Rates may stabilise above pre-pandemic level in coming decade as climate change challenge looms

When the European Central Bank (ECB) was established it was given a mandate to maintain euro zone medium-term inflation rates below – but close to – 2 per cent. Since the euro came into being in 1999, Ireland's consumer price index has averaged 1.9 per cent a year, right on target.

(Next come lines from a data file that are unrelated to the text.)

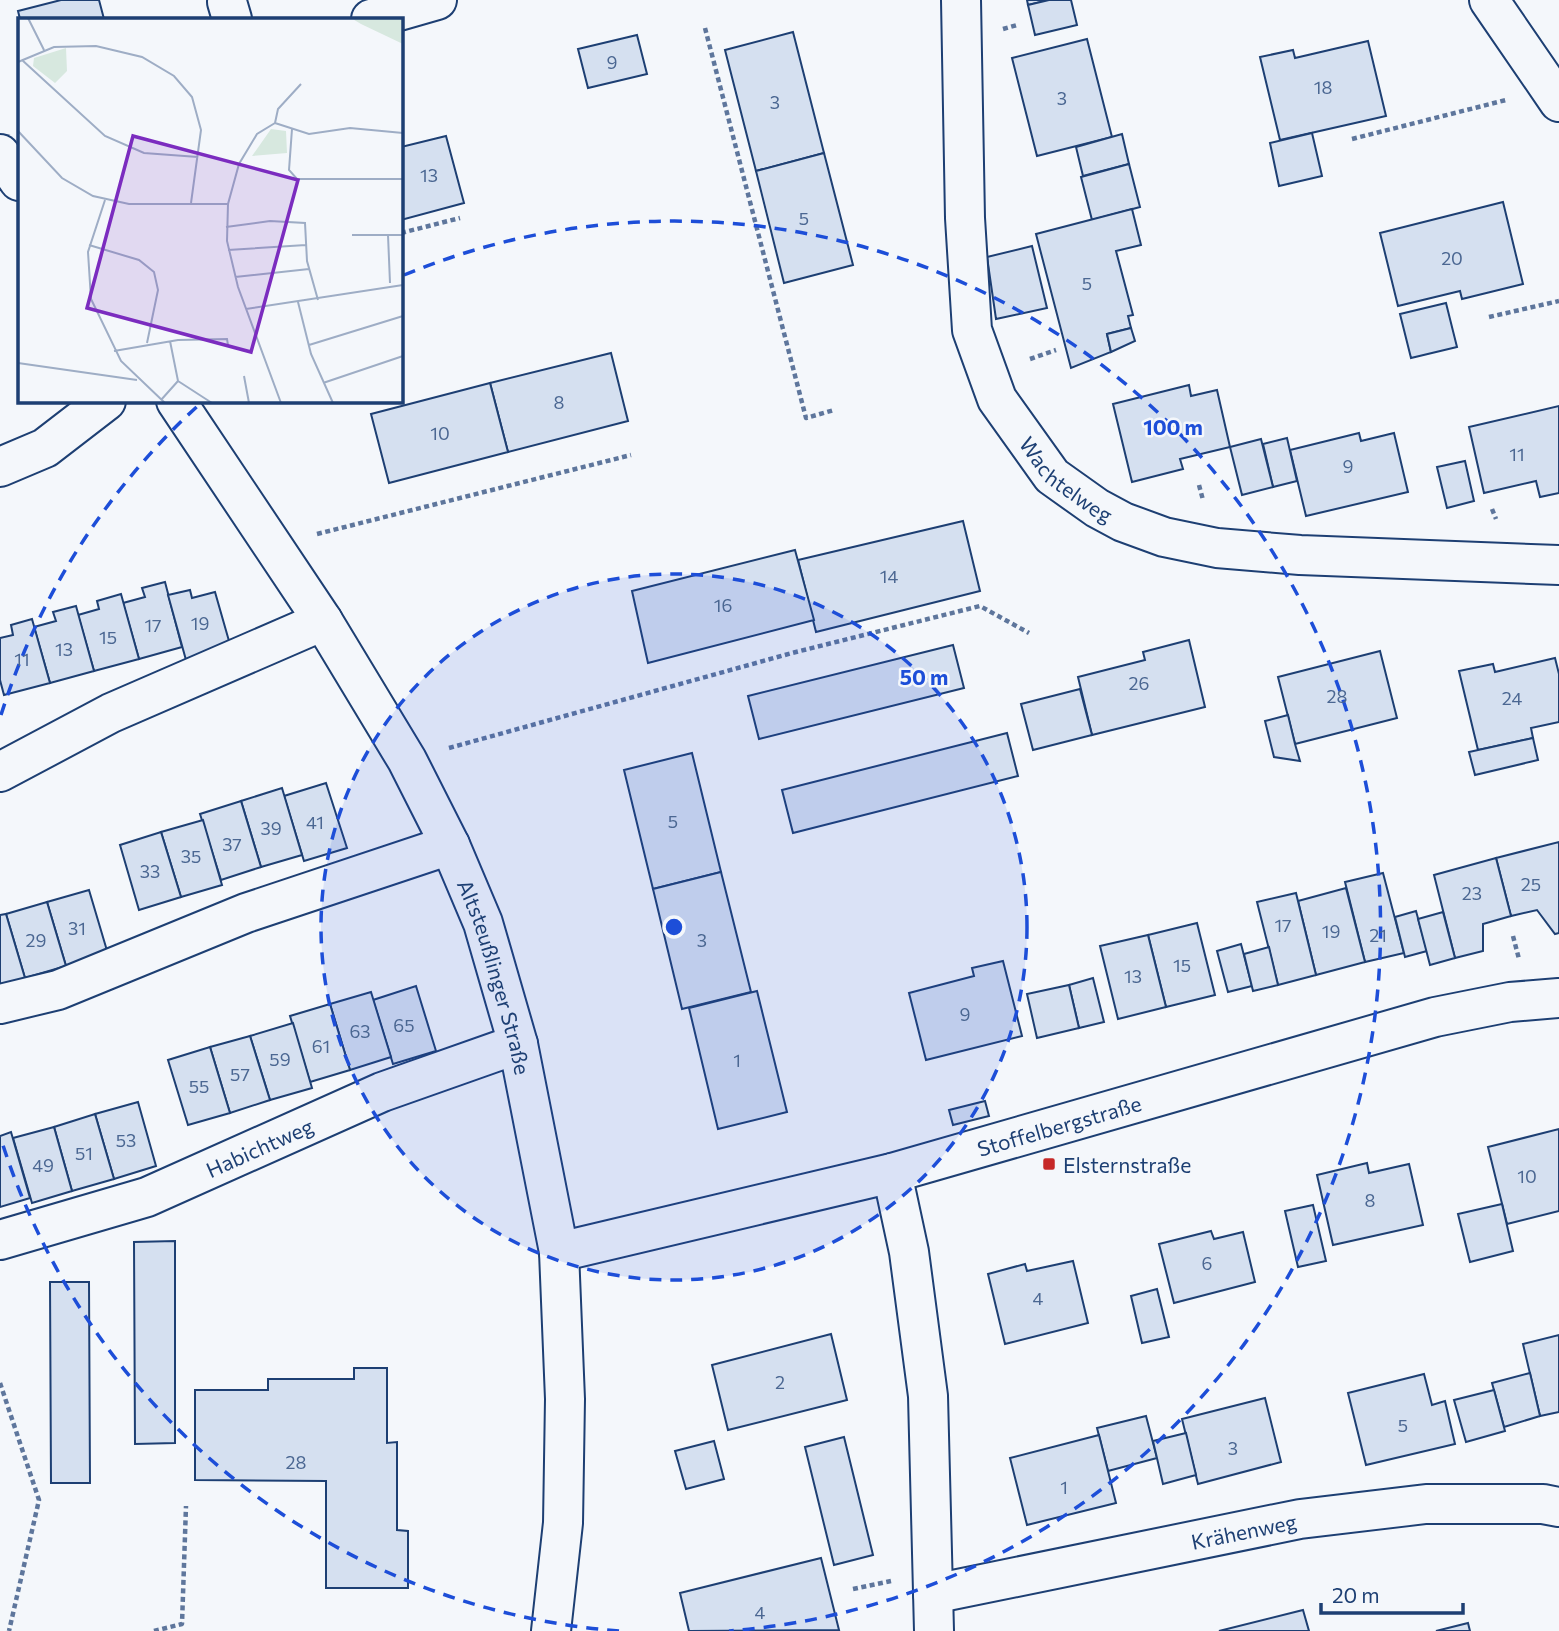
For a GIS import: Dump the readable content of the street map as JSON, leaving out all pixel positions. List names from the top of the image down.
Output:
{
  "streets": {
    "street": [
      "Wachtelweg",
      "Altsteußlinger Straße",
      "Stoffelbergstraße",
      "Habichtweg",
      "Krähenweg"
    ]
  },
  "crossings": [
    ["Altsteußlinger Straße", "Stoffelbergstraße"],
    ["Altsteußlinger Straße", "Habichtweg"]
  ],
  "places": {
    "transit": ["Elsternstraße"]
  },
  "house_numbers": [
    "9",
    "18",
    "3",
    "3",
    "13",
    "5",
    "20",
    "5",
    "8",
    "10",
    "11",
    "9",
    "14",
    "16",
    "19",
    "17",
    "15",
    "13",
    "11",
    "26",
    "28",
    "24",
    "5",
    "41",
    "39",
    "37",
    "35",
    "33",
    "25",
    "23",
    "17",
    "31",
    "19",
    "21",
    "29",
    "3",
    "15",
    "13",
    "9",
    "65",
    "63",
    "61",
    "59",
    "1",
    "57",
    "55",
    "53",
    "51",
    "49",
    "10",
    "8",
    "6",
    "4",
    "2",
    "5",
    "3",
    "28",
    "1",
    "4"
  ],
  "scale_bar": "20 m",
  "rings": ["100 m", "50 m"]
}
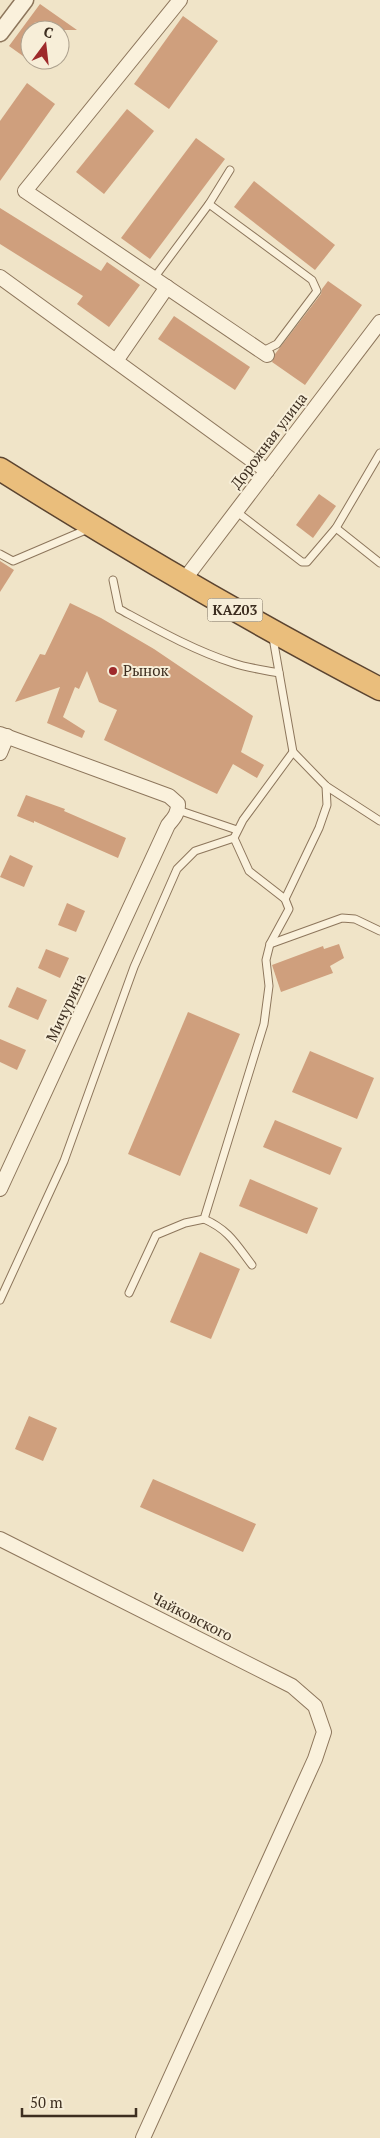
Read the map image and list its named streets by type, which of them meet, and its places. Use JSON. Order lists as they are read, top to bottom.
{
  "streets": {
    "highway": ["KАZ03"],
    "street": ["Дорожная улица", "Мичурина", "Чайковского"]
  },
  "crossings": [
    ["Дорожная улица", "KАZ03"]
  ],
  "places": ["Рынок"],
  "scale_bar": "50 m",
  "north": "top"
}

That average, however, involved some overshooting of the inflation target in the run-up to the 2008 economic crash; while inflation undershot the target over the 2010s. This last year has seen a rapid turnaround in inflation rates. Annual euro zone inflation has hit 5.1 per cent in January; even higher in Ireland at 5.7 per cent.

This acceleration in the inflation rate has a number of causes, many related to the pandemic and how it was managed in major economies. By putting the euro zone economy into cold storage for over a year, and insulating firms and households from the downturn, governments have enabled a rapid recovery as economies and societies reopen. Fiscal policy has made possible a surprisingly quick return towards full employment.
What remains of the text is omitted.